• Entries provided:
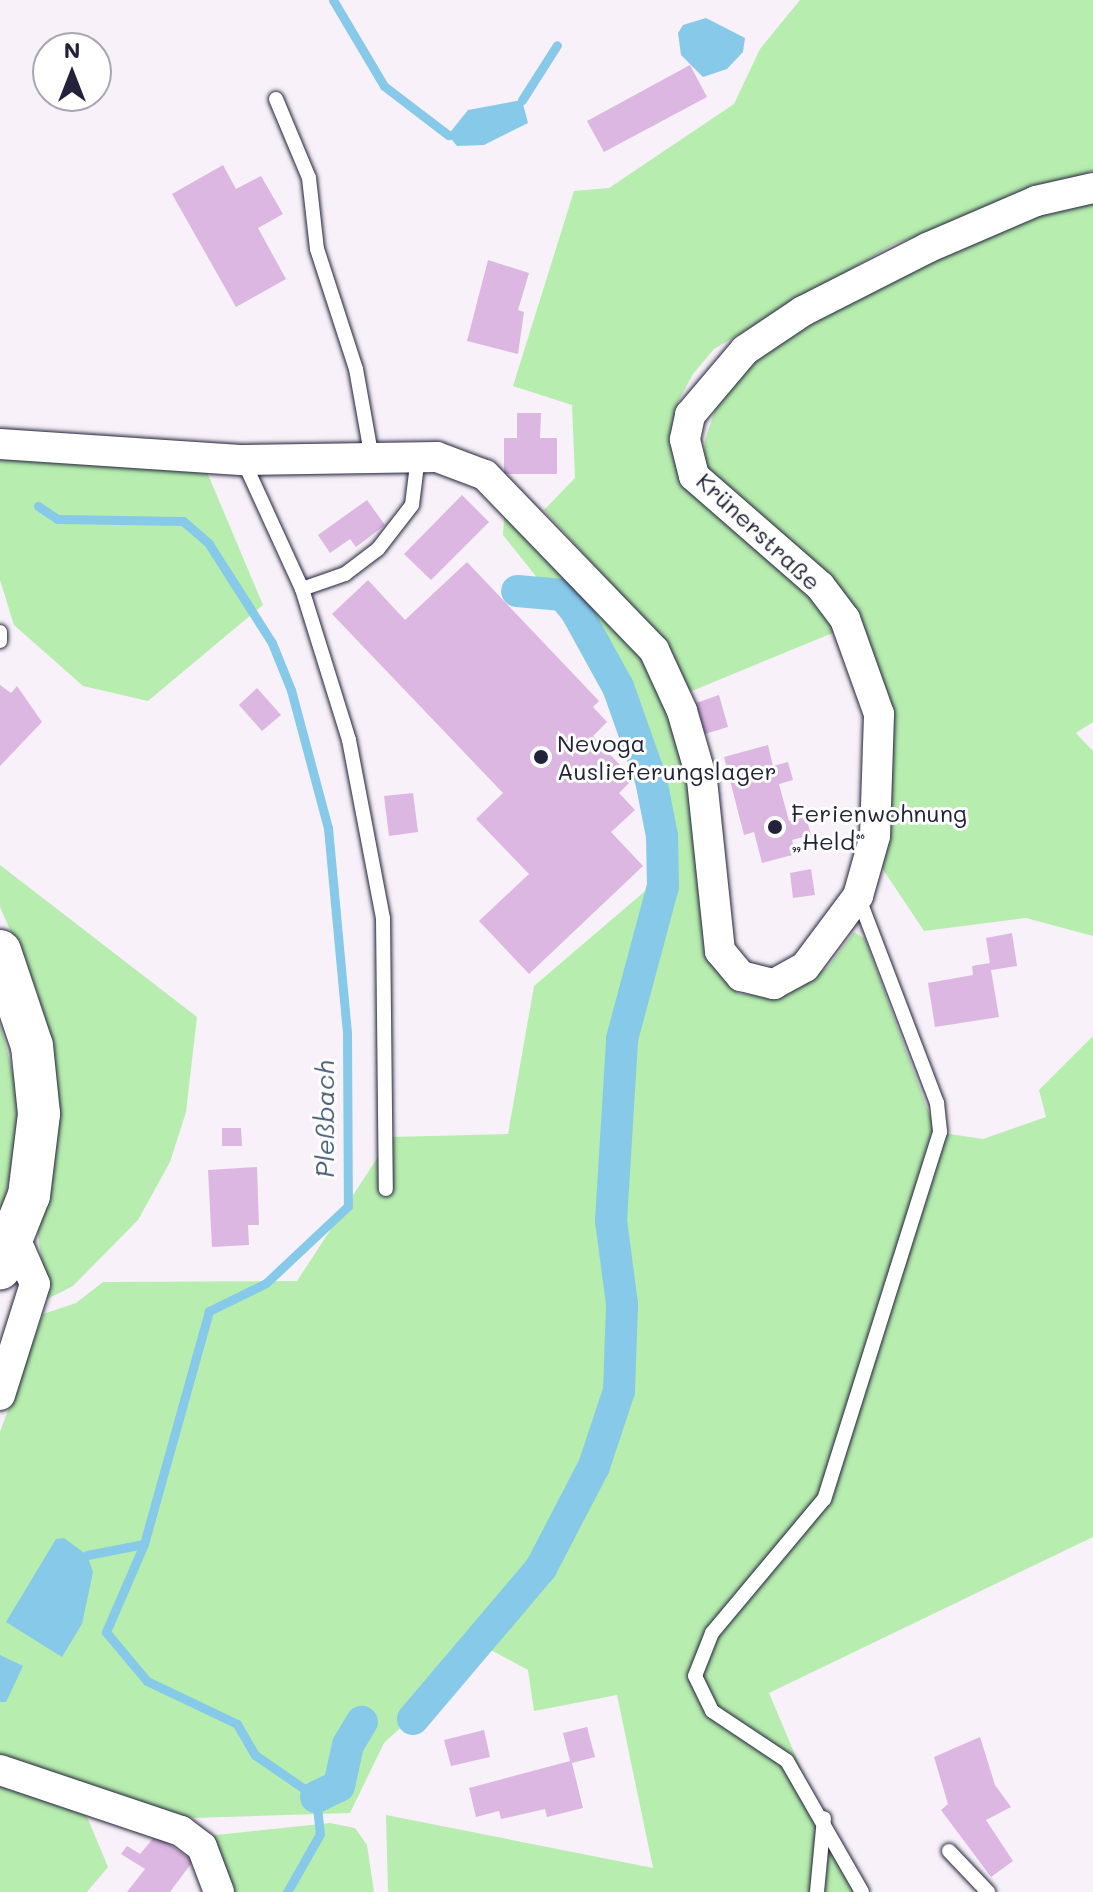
<!DOCTYPE html>
<meta charset="utf-8">
<style>
body{margin:0}
#map{position:relative;width:1093px;height:1892px;overflow:hidden;background:#f8f1f9;font-family:Mali,sans-serif}
div>[style]{position:absolute}
[style*='--x']{left:calc(var(--x)*1px);top:calc(var(--y)*1px);width:calc(var(--w)*1px);rotate:calc(var(--a)*1deg)}
.green>*{inset:0;background:#b7edaf}
.water>*{inset:0;background:#87c9e8}
.stream>*{height:9px;margin:-4.5px;padding:0 4.5px;transform-origin:4.5px;border-radius:4.5px;background:#87c9e8}
.canal>*{height:32px;margin:-16px;padding:0 16px;transform-origin:16px;border-radius:16px;background:#87c9e8}
.building>*{inset:0;background:#dcb7e1}
.roads{filter:drop-shadow(0 0 2px #22223b) drop-shadow(0 0 2px #22223b)}
.service>*{height:14px;margin:-7px;padding:0 7px;transform-origin:7px;border-radius:7px;background:#fff}
.minor>*{height:30px;margin:-15px;padding:0 15px;transform-origin:15px;border-radius:15px;background:#fff}
.secondary>*{height:42px;margin:-21px;padding:0 21px;transform-origin:21px;border-radius:21px;background:#fff}
.dots>*{width:22px;height:22px;translate:-50% -50%;box-sizing:border-box;border:4px solid #fff;border-radius:50%}
span{translate:-50% -50%;white-space:nowrap;text-align:center;line-height:1.15;-webkit-text-stroke:6px #fff;paint-order:stroke}
.street-label{font-size:24px;color:#22223b}
.poi-label{font-size:24px;color:#22223b}
.left{translate:0 -50%;text-align:left}
.water-label{font-size:26px;color:#455c78;font-style:italic}
.north{position:absolute;left:32px;top:32px;width:80px;height:80px;box-sizing:border-box;background:#fff;border:2px solid #a7a7b1;border-radius:50%;rotate:0deg;font-size:22px;font-weight:700;line-height:32px;text-align:center;color:#22223b}
.north::after{content:'';display:block;margin:auto;width:28px;height:36px;background:#22223b;clip-path:polygon(50% 0,100% 100%,50% 72%,0 100%)}
</style>
<div id="map">
<div class="green">
<i style="clip-path:polygon(800px 0,1093px 0,1093px 171px,892px 245px,714px 349px,693px 374px,678px 402px,670px 445px,680px 476px,785px 564px,840px 630px,687px 693px,663px 641px,544px 510px,575px 478px,572px 405px,513px 386px,574px 191px,609px 188px,734px 104px,760px 49px)"></i>
<i style="clip-path:polygon(1093px 202px,1093px 722px,1076px 733px,1093px 751px,1093px 936px,1026px 918px,924px 931px,882px 868px,891px 833px,892px 763px,881px 682px,714px 478px,704px 460px,705px 440px,719px 398px,754px 360px,805px 325px,921px 262px,1042px 212px)"></i>
<i style="clip-path:polygon(0 458px,207px 472px,263px 605px,148px 701px,83px 686px,14px 625px,0 580px)"></i>
<i style="clip-path:polygon(505px 504px,645px 650px,688px 765px,709px 946px,719px 974px,739px 994px,780px 997px,828px 967px,854px 932px,865px 939px,936px 1132px,983px 1139px,1046px 1117px,1039px 1090px,1093px 1036px,1093px 1537px,769px 1693px,853px 1892px,388px 1892px,386px 1815px,653px 1868px,617px 1695px,534px 1711px,528px 1670px,487px 1648px,384px 1743px,350px 1813px,194px 1818px,90px 1795px,0 1761px,0 1432px,43px 1314px,76px 1303px,103px 1282px,297px 1281px,391px 1137px,508px 1134px,534px 986px,651px 886px,638px 704px,503px 535px)"></i>
<i style="clip-path:polygon(0 865px,197px 1017px,186px 1112px,170px 1162px,138px 1220px,73px 1286px,47px 1299px,36px 1220px,52px 1061px,38px 994px,0 907px)"></i>
<i style="clip-path:polygon(0 1023px,17px 1089px,17px 1147px,0 1219px)"></i>
<i style="clip-path:polygon(0 1782px,85px 1812px,108px 1867px,87px 1892px,0 1892px)"></i>
<i style="clip-path:polygon(330px 1823px,355px 1828px,367px 1845px,374px 1892px,228px 1892px,207px 1836px)"></i>
</div>
<div class="water">
<i style="clip-path:polygon(706px 18px,745px 38px,743px 52px,727px 69px,703px 77px,681px 55px,678px 33px,683px 25px)"></i>
<i style="clip-path:polygon(522px 100px,528px 123px,484px 145px,457px 146px,448px 135px,468px 110px)"></i>
<i style="clip-path:polygon(64px 1538px,87px 1555px,93px 1572px,82px 1624px,62px 1657px,6px 1622px,56px 1539px)"></i>
<i style="clip-path:polygon(0 1655px,23px 1666px,6px 1702px,0 1702px)"></i>
</div>
<div class="stream">
<i style="--x:333;--y:0;--w:100;--a:59.3"></i>
<i style="--x:384;--y:86;--w:81;--a:37.4"></i>
<i style="--x:522;--y:100;--w:65;--a:-57.5"></i>
<i style="--x:38;--y:506;--w:23;--a:34"></i>
<i style="--x:57;--y:519;--w:126;--a:0.9"></i>
<i style="--x:183;--y:521;--w:35;--a:41"></i>
<i style="--x:209;--y:544;--w:117;--a:57.5"></i>
<i style="--x:272;--y:643;--w:51;--a:68"></i>
<i style="--x:291;--y:690;--w:143;--a:75"></i>
<i style="--x:328;--y:828;--w:206;--a:84.7"></i>
<i style="--x:347;--y:1033;--w:173;--a:89.7"></i>
<i style="--x:348;--y:1206;--w:112;--a:136.8"></i>
<i style="--x:266;--y:1283;--w:64;--a:153.8"></i>
<i style="--x:209;--y:1311;--w:242;--a:105.6"></i>
<i style="--x:144;--y:1544;--w:96;--a:113.4"></i>
<i style="--x:106;--y:1632;--w:64;--a:50.1"></i>
<i style="--x:147;--y:1681;--w:100;--a:25.5"></i>
<i style="--x:237;--y:1724;--w:36;--a:60"></i>
<i style="--x:255;--y:1755;--w:74;--a:34.5"></i>
<i style="--x:316;--y:1797;--w:37;--a:84"></i>
<i style="--x:320;--y:1834;--w:67;--a:119.6"></i>
<i style="--x:87;--y:1555;--w:58;--a:-10.9"></i>
</div>
<div class="canal">
<i style="--x:413;--y:1719;--w:198;--a:-49.7"></i>
<i style="--x:541;--y:1568;--w:115;--a:-62.5"></i>
<i style="--x:594;--y:1466;--w:79;--a:-71.6"></i>
<i style="--x:619;--y:1391;--w:87;--a:-88"></i>
<i style="--x:622;--y:1304;--w:84;--a:-97.5"></i>
<i style="--x:611;--y:1221;--w:182;--a:-86.5"></i>
<i style="--x:622;--y:1039;--w:158;--a:-75"></i>
<i style="--x:663;--y:886;--w:50;--a:-91.1"></i>
<i style="--x:662;--y:836;--w:57;--a:-101.1"></i>
<i style="--x:651;--y:780;--w:99;--a:-109.5"></i>
<i style="--x:618;--y:687;--w:87;--a:-118.9"></i>
<i style="--x:576;--y:611;--w:21;--a:-129"></i>
<i style="--x:563;--y:595;--w:46;--a:-175"></i>
<i style="--x:316;--y:1797;--w:25;--a:-26"></i>
<i style="--x:339;--y:1786;--w:42;--a:-77.6"></i>
<i style="--x:348;--y:1745;--w:27;--a:-59"></i>
</div>
<div class="building">
<i style="clip-path:polygon(690px 65px,707px 97px,604px 152px,587px 121px)"></i>
<i style="clip-path:polygon(223px 165px,236px 189px,261px 176px,283px 214px,258px 228px,286px 279px,236px 307px,172px 194px)"></i>
<i style="clip-path:polygon(488px 260px,529px 273px,518px 310px,524px 312px,518px 354px,467px 341px)"></i>
<i style="clip-path:polygon(517px 413px,541px 413px,540px 438px,557px 438px,557px 474px,504px 474px,504px 438px,517px 438px)"></i>
<i style="clip-path:polygon(462px 495px,489px 522px,431px 580px,404px 554px)"></i>
<i style="clip-path:polygon(367px 500px,385px 525px,356px 547px,350px 539px,330px 553px,318px 535px)"></i>
<i style="clip-path:polygon(467px 562px,599px 701px,593px 707px,607px 722px,593px 736px,633px 779px,619px 793px,635px 810px,611px 832px,643px 866px,529px 974px,479px 921px,529px 874px,476px 819px,503px 793px,332px 614px,368px 580px,405px 620px)"></i>
<i style="clip-path:polygon(0 685px,11px 693px,17px 686px,42px 722px,0 766px)"></i>
<i style="clip-path:polygon(257px 688px,281px 715px,262px 731px,239px 705px)"></i>
<i style="clip-path:polygon(719px 695px,728px 727px,705px 734px,696px 703px)"></i>
<i style="clip-path:polygon(768px 745px,773px 766px,788px 762px,793px 780px,779px 784px,789px 821px,806px 817px,811px 835px,792px 840px,796px 854px,762px 863px,754px 832px,744px 835px,724px 757px)"></i>
<i style="clip-path:polygon(413px 793px,418px 832px,389px 836px,384px 796px)"></i>
<i style="clip-path:polygon(811px 869px,815px 895px,793px 898px,790px 873px)"></i>
<i style="clip-path:polygon(1012px 933px,1017px 966px,991px 970px,999px 1017px,935px 1027px,928px 983px,973px 975px,972px 966px,990px 963px,986px 938px)"></i>
<i style="clip-path:polygon(222px 1128px,241px 1128px,242px 1146px,222px 1146px)"></i>
<i style="clip-path:polygon(257px 1167px,259px 1225px,248px 1225px,249px 1245px,212px 1247px,208px 1170px)"></i>
<i style="clip-path:polygon(587px 1727px,595px 1757px,572px 1763px,583px 1808px,547px 1817px,545px 1809px,501px 1819px,499px 1811px,476px 1817px,469px 1788px,570px 1761px,563px 1733px)"></i>
<i style="clip-path:polygon(484px 1730px,490px 1757px,451px 1766px,444px 1740px)"></i>
<i style="clip-path:polygon(980px 1737px,995px 1785px,1011px 1807px,986px 1820px,1013px 1861px,991px 1877px,941px 1810px,948px 1804px,934px 1757px)"></i>
<i style="clip-path:polygon(156px 1835px,193px 1861px,170px 1892px,127px 1892px,145px 1869px,121px 1854px,127px 1846px,140px 1854px)"></i>
</div>
<div class="roads">
<div class="service">
<i style="--x:276;--y:99;--w:86;--a:67.3"></i>
<i style="--x:309;--y:178;--w:71;--a:83.6"></i>
<i style="--x:317;--y:249;--w:126;--a:72"></i>
<i style="--x:356;--y:369;--w:91;--a:79.9"></i>
<i style="--x:243;--y:460;--w:142;--a:65.4"></i>
<i style="--x:302;--y:589;--w:158;--a:72.7"></i>
<i style="--x:349;--y:740;--w:182;--a:79.2"></i>
<i style="--x:383;--y:919;--w:270;--a:89.4"></i>
<i style="--x:302;--y:589;--w:46;--a:-19.2"></i>
<i style="--x:345;--y:574;--w:41;--a:-37.1"></i>
<i style="--x:378;--y:549;--w:56;--a:-52.3"></i>
<i style="--x:412;--y:505;--w:48;--a:-82.9"></i>
<i style="--x:0;--y:632;--w:9;--a:90"></i>
<i style="--x:858;--y:896;--w:222;--a:69.1"></i>
<i style="--x:937;--y:1103;--w:29;--a:84"></i>
<i style="--x:940;--y:1132;--w:385;--a:107.5"></i>
<i style="--x:824;--y:1499;--w:175;--a:129.9"></i>
<i style="--x:712;--y:1633;--w:46;--a:111.6"></i>
<i style="--x:695;--y:1676;--w:39;--a:64"></i>
<i style="--x:712;--y:1711;--w:90;--a:33.7"></i>
<i style="--x:787;--y:1761;--w:151;--a:60.2"></i>
<i style="--x:949;--y:1851;--w:57;--a:46.4"></i>
<i style="--x:817;--y:1892;--w:74;--a:-84.6"></i>
</div>
<div class="minor">
<i style="--x:0;--y:444;--w:244;--a:3.8"></i>
<i style="--x:243;--y:460;--w:194;--a:-0.9"></i>
<i style="--x:437;--y:457;--w:51;--a:20.6"></i>
<i style="--x:485;--y:475;--w:243;--a:46"></i>
<i style="--x:654;--y:650;--w:67;--a:65.3"></i>
<i style="--x:682;--y:711;--w:72;--a:73.8"></i>
<i style="--x:702;--y:780;--w:172;--a:84"></i>
<i style="--x:720;--y:951;--w:33;--a:50"></i>
<i style="--x:741;--y:976;--w:34;--a:14"></i>
<i style="--x:774;--y:984;--w:35;--a:-29"></i>
<i style="--x:805;--y:967;--w:89;--a:-53.3"></i>
<i style="--x:858;--y:896;--w:62;--a:-74.2"></i>
<i style="--x:875;--y:836;--w:122;--a:-88.1"></i>
<i style="--x:879;--y:714;--w:101;--a:-109.7"></i>
<i style="--x:845;--y:619;--w:41;--a:-127.1"></i>
<i style="--x:820;--y:586;--w:167;--a:-138.9"></i>
<i style="--x:694;--y:476;--w:38;--a:-104"></i>
<i style="--x:685;--y:439;--w:25;--a:-78"></i>
<i style="--x:690;--y:415;--w:85;--a:-49.8"></i>
<i style="--x:745;--y:350;--w:70;--a:-33.9"></i>
<i style="--x:803;--y:311;--w:139;--a:-26.9"></i>
<i style="--x:927;--y:248;--w:119;--a:-23.3"></i>
<i style="--x:1036;--y:201;--w:58;--a:-12.8"></i>
<i style="--x:0;--y:1395;--w:116;--a:-72.5"></i>
<i style="--x:35;--y:1284;--w:52;--a:-113.6"></i>
<i style="--x:0;--y:1770;--w:191;--a:18.6"></i>
<i style="--x:181;--y:1831;--w:26;--a:37"></i>
<i style="--x:202;--y:1847;--w:48;--a:69.3"></i>
</div>
<div class="secondary">
<i style="--x:0;--y:951;--w:100;--a:71.4"></i>
<i style="--x:32;--y:1046;--w:68;--a:84.1"></i>
<i style="--x:39;--y:1114;--w:82;--a:97"></i>
<i style="--x:29;--y:1195;--w:79;--a:111.7"></i>
</div>
</div>
<div class="dots">
<i style="left:541px;top:757px;background:#22223b"></i>
<i style="left:775px;top:827px;background:#22223b"></i>
</div>
<div class="street-label">
<span style="left:759px;top:531px;rotate:43deg">Krünerstraße</span>
</div>
<div class="poi-label">
<span class="left" style="left:557px;top:757px">Nevoga<br>Auslieferungslager</span>
<span class="left" style="left:791px;top:827px">Ferienwohnung<br>„Held“</span>
</div>
<div class="water-label">
<span style="left:325px;top:1119px;rotate:-90deg">Pleßbach</span>
</div>
<div class="north">N</div>
</div>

• Exercise: Copy out the range of lines above starting at the line with "1128px,241px 1128px,242px 1146px,222px" and ending at the line with "1167px,259px 1225px,248px 1225px,249px", exactly and including both.

• Answer to this exercise:
<i style="clip-path:polygon(222px 1128px,241px 1128px,242px 1146px,222px 1146px)"></i>
<i style="clip-path:polygon(257px 1167px,259px 1225px,248px 1225px,249px 1245px,212px 1247px,208px 1170px)"></i>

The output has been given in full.